StructuredEdit: Constraint-Aware Graphic Design Editing via Differentiable Parameter Propagation

2026-07-06Graphics

GraphicsComputer Vision and Pattern Recognition
AI summary

The authors created StructuredEdit, a new method to edit graphic designs by changing design settings directly instead of tweaking pixels. They used a training technique called Differentiable Parameter Propagation to teach the model strict design rules, making edits more accurate. This approach significantly improved how well the system follows design constraints compared to previous models like GPT-4V. In tests, it also helped designers work faster and make fewer corrections. Overall, the authors show a better way to handle complex design edits with AI.

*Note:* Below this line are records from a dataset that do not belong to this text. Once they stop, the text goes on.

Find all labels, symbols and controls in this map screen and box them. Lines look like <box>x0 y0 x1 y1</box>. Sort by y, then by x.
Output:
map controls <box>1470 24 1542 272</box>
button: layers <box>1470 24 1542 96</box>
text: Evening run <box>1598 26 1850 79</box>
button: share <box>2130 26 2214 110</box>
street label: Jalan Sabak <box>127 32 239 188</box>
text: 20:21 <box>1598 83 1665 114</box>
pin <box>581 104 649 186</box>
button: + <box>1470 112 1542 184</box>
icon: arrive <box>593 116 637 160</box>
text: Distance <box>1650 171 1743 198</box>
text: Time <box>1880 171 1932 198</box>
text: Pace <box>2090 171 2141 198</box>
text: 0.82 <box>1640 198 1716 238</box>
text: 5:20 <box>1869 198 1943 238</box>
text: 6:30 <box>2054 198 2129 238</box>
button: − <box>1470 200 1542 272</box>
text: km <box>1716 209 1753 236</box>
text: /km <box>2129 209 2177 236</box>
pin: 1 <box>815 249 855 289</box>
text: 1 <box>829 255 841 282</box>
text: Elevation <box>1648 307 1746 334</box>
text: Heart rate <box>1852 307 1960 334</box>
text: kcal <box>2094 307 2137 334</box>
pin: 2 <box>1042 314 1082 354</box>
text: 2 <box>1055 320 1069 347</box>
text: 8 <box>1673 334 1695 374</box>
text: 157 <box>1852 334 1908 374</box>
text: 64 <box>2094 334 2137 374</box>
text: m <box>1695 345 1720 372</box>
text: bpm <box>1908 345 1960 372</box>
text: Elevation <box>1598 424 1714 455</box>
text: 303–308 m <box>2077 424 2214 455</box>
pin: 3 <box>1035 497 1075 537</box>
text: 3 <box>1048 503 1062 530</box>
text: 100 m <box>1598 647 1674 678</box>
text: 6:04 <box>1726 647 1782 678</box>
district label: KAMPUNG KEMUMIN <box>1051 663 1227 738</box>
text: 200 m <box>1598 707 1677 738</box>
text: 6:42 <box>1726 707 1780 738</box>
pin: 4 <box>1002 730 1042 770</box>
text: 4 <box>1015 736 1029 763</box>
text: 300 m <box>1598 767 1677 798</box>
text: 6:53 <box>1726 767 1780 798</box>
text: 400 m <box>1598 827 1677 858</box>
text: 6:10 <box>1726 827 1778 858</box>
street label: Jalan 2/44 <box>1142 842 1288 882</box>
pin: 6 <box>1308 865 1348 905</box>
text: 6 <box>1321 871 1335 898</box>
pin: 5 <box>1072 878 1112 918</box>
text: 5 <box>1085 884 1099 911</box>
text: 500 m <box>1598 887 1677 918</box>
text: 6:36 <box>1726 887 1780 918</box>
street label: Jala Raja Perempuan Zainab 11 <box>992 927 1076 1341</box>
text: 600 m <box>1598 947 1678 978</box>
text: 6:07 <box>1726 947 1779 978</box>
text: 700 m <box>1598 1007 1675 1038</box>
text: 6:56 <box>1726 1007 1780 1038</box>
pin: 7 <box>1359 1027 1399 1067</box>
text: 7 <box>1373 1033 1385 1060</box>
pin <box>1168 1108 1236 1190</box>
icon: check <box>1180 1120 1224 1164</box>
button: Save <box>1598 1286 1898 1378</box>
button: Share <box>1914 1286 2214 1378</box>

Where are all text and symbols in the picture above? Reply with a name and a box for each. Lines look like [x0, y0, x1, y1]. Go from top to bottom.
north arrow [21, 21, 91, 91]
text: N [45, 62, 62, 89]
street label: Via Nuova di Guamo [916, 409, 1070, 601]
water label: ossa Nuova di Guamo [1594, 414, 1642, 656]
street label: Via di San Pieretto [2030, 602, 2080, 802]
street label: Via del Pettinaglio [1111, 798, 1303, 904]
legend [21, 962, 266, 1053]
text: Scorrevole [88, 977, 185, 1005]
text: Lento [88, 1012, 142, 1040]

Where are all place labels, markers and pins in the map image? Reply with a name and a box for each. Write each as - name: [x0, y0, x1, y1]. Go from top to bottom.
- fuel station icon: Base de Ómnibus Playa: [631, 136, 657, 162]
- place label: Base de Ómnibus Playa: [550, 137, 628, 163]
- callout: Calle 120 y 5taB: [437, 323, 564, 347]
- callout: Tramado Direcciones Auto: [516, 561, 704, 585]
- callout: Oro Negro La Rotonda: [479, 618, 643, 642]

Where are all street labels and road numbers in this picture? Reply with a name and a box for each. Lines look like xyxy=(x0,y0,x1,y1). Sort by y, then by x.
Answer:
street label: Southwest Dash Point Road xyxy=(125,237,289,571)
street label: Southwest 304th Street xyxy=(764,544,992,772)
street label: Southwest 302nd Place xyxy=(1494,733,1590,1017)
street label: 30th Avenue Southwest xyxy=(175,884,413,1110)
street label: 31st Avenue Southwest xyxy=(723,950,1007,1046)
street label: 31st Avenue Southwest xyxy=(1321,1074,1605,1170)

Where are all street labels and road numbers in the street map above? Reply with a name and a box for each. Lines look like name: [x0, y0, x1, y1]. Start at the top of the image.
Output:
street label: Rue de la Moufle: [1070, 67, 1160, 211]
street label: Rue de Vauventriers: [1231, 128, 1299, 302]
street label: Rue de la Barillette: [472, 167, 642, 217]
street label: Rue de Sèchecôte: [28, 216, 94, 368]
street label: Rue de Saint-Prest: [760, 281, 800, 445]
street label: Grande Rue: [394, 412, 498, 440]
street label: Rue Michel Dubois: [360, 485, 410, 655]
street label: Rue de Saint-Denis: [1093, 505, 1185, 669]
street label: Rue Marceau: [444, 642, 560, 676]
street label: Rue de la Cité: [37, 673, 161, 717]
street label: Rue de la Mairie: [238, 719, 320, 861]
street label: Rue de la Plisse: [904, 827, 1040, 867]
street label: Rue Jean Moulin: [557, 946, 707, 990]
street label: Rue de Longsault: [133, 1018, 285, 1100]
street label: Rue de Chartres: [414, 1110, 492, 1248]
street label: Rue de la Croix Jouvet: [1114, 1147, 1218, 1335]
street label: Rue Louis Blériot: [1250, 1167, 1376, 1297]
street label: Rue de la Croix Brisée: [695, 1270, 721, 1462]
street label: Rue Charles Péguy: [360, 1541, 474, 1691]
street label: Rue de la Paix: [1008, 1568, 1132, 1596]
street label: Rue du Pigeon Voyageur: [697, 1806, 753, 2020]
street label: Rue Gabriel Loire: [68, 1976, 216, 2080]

graphic design editingvision-language modelsdifferentiable rasterizerparameter manipulationdesign constraintsfine-tuningIntersection over Union (IoU)font accuracyGPT-4V
Authors
Veeramanohar Avudaiappan, Ritwik Murali
Abstract
Graphic design editing requires precise manipulation of typography, layout, and visual hierarchy under strict design constraints. Following the introduction of large language models, organizations have increasingly promoted vision-language models to enhance productivity. However, current models operate on pixels and achieve only 52% constraint satisfaction on structured design edits, thereby limiting their reliability for professional workflows. We present StructuredEdit, a pipeline that reframes design editing as parameter manipulation rather than pixel generation. Our core technical contribution is Differentiable Parameter Propagation (DPP), a training method that embeds hard design constraints into vision-language model fine-tuning by backpropagating pixel-level constraint violations through a lightweight differentiable rasterizer. A hybrid candidate-and-filter pipeline produces 125k validated edit triplets. The resulting system reaches 89% constraint satisfaction versus 52% for GPT-4V, 0.82 matched-element Intersection over Union, and 76% top-1 font accuracy over the 100 most-frequent design typefaces. In a user study (N=35), editing time drops 33% and correction iterations drop 44% relative to a GPT-4V baseline.